Path: utzoo!attcan!uunet!lll-winken!lll-tis!helios.ee.lbl.gov!pasteur!ames!mailrus!tut.cis.ohio-state.edu!ukma!rutgers!rochester!pt.cs.cmu.edu!sei!sei.cmu.edu!firth
From: firth@sei.cmu.edu (Robert Firth)
Newsgroups: comp.arch
Subject: Procedure Call Protocol
Message-ID: <7583@aw.sei.cmu.edu>
Date: 2 Nov 88 19:57:14 GMT
References: <3300037@m.cs.uiuc.edu> <5938@killer.DALLAS.TX.US> <7580@aw.sei.cmu.edu>
Sender: netnews@sei.cmu.edu
Reply-To: firth@bd.sei.cmu.edu (Robert Firth)
Organization: Carnegie-Mellon University, SEI, Pgh, Pa
Lines: 153


	An Example Procedure Protocol
	-----------------------------

Readers of this newsgroup know that I'm rarely reticent about
criticising other people's hardware and software.  Here is your
chance to do me the same service.

The following is the procedure call, entry and exit protocol I devised
to support traditional "Algol-like" languages on the MIPS R2000 hardware.
These languages include Algol-60, BCPL, ISO Pascal, and Modula-2. From
the point of view of the procedural interface, the main features are

. procedures can recurse

. all local objects and function results have static size

. there are procedure variables and parametric procedures

. procedures can access non-local variables

. there are constructs that jump out of procedures

Now, not all the above languages have all these features.  So we must be
prepared to implement all of them, but if possible optimise them away
selectively.  I give first the "canonical" form, and then discuss how
much can be selectively removed.

Local variables are allocated from a stack.  The register RP is the
stack pointer (actual register numbers don't matter), and at any
time it designates the start of the stack frame of the current procedure.
The stack grows UPWARDS, and it is an open stack, ie there is no stack
front pointer and the CALLER moves RP so that it will be correct on
entry to the callee.

Parameters are passed in U0..U7, by value or reference as appropriate,
upto a maximum of 8 words.  After that, they are stored on the stack in
the place where the callee expects to find them.  Function results, if
small, are returned in <U0,U1>; if large, they are returned in an object
allocated by the caller and passed as an extra VAR parameter.

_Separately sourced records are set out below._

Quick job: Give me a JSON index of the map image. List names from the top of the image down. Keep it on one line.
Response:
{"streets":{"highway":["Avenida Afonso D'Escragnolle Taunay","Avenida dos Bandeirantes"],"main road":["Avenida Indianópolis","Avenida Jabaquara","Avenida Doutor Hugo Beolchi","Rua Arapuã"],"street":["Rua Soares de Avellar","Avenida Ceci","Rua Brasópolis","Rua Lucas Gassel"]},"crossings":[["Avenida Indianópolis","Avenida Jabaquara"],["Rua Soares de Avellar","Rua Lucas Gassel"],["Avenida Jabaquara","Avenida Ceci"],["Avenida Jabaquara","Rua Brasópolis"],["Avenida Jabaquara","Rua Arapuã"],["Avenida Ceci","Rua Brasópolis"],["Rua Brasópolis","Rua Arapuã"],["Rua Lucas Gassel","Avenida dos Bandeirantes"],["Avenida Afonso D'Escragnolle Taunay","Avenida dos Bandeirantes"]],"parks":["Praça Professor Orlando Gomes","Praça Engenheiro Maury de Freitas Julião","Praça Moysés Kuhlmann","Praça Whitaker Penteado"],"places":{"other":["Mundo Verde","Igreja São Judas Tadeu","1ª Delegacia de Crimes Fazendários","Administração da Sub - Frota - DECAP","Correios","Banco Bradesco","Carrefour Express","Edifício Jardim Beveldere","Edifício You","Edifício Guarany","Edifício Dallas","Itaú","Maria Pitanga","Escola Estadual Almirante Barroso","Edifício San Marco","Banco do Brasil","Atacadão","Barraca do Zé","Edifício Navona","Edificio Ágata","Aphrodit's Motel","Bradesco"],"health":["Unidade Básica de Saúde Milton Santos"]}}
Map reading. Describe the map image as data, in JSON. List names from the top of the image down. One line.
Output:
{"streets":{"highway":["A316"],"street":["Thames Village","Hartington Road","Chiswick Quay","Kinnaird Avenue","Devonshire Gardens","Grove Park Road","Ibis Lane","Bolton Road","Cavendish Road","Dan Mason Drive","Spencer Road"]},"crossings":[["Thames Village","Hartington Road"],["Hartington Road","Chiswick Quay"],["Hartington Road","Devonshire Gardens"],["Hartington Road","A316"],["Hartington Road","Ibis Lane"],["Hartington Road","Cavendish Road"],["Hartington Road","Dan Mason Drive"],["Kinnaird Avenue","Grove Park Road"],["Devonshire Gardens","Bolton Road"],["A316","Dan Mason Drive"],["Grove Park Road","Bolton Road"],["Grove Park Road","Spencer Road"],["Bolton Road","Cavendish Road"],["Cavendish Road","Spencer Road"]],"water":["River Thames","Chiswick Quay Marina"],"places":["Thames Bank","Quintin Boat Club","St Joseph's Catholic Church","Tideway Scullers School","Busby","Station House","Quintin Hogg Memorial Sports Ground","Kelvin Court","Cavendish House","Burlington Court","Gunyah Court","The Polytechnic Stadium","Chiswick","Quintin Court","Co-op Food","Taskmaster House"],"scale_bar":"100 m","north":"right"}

Non-local objects are accessed by following a static chain, the head of
which is passed by the caller.  A procedure value in general consists of
a pair (code address, static link), and that is how a parametric procedure
is passed.

A longjump is implemented by resetting RP and then taking the jump.  The
actual code of the BCPL "longjump" routine is

	move RP,U0	; reset RP from first parameter
	j U1		; jump to address passed as second parameter

and this is generated inline for things like Pascal GOTO.

Call Sequence
-------------

	; before you get here, save all live registers
	lw U0, first_parameter
	lw U1, second_parameter
	...
(A1)	lw RL, callee_address
(A2)	lw RE, static_link
(A3)	addi RP, frame_size	; raise stack pointer
(A4)	jal RL			; call procedure
(A5)	nop
(A6)	subi RP, frame_size	; lower stack pointer
	; expect result in U0

Entry Sequence
--------------

(B1)	sw RL,0(RP)		; save return link
(B2)	sw RE,4(RP)		; save static link
	sw U0,8(RP)		; save parameter 1
	...

Return Sequence
---------------

	; get result into U0
(C1)	lw RL,0(RP)		; restore return link
(C2)	nop
(C3)	j RL			; jump
(C4)	nop

The cost of a basic procedure call, entry and exit is therefore 12 cycles,
ignoring any parameters or result.  Not bad, when you reflect that the
Intel 80960 takes 15 cycles to do a good deal less (an unfair comparison,
of course, since that machine is handicapped by having special call and
return instructions).

Let us now optimise this code.

1. How often do we need to compute the callee address?  Only if it is
   a procedure variable or a parametric procedure.  In the code I've seen,
   that is about 30% of the time, so deduct [0.7 * A1]

2. How often do we have to pass a static link?  Never in BCPL or Modula-2,
   of course.  But otherwise, only if the callee is a parametric procedure
   or an explicit inner procedure.  That happens less than 25% of the time,
   so we can deduct [0.75 * A2].  (Happily, procedure variables never need
   a static link in any of the above languages that allow them.)

3. Similarly, how often do we have to STORE a static link that has been
   passed us by the caller?  Only if we are, indeed, an inner procedure.
   That happens hardly ever - say 5% of the time - so deduct [0.95 * B2]
   (You must pass the link to a parametric procedure, since you don't
   know whether the actual is an inner.  But the actual rarely needs to
   store the link, since it DOES know whether it's inner.)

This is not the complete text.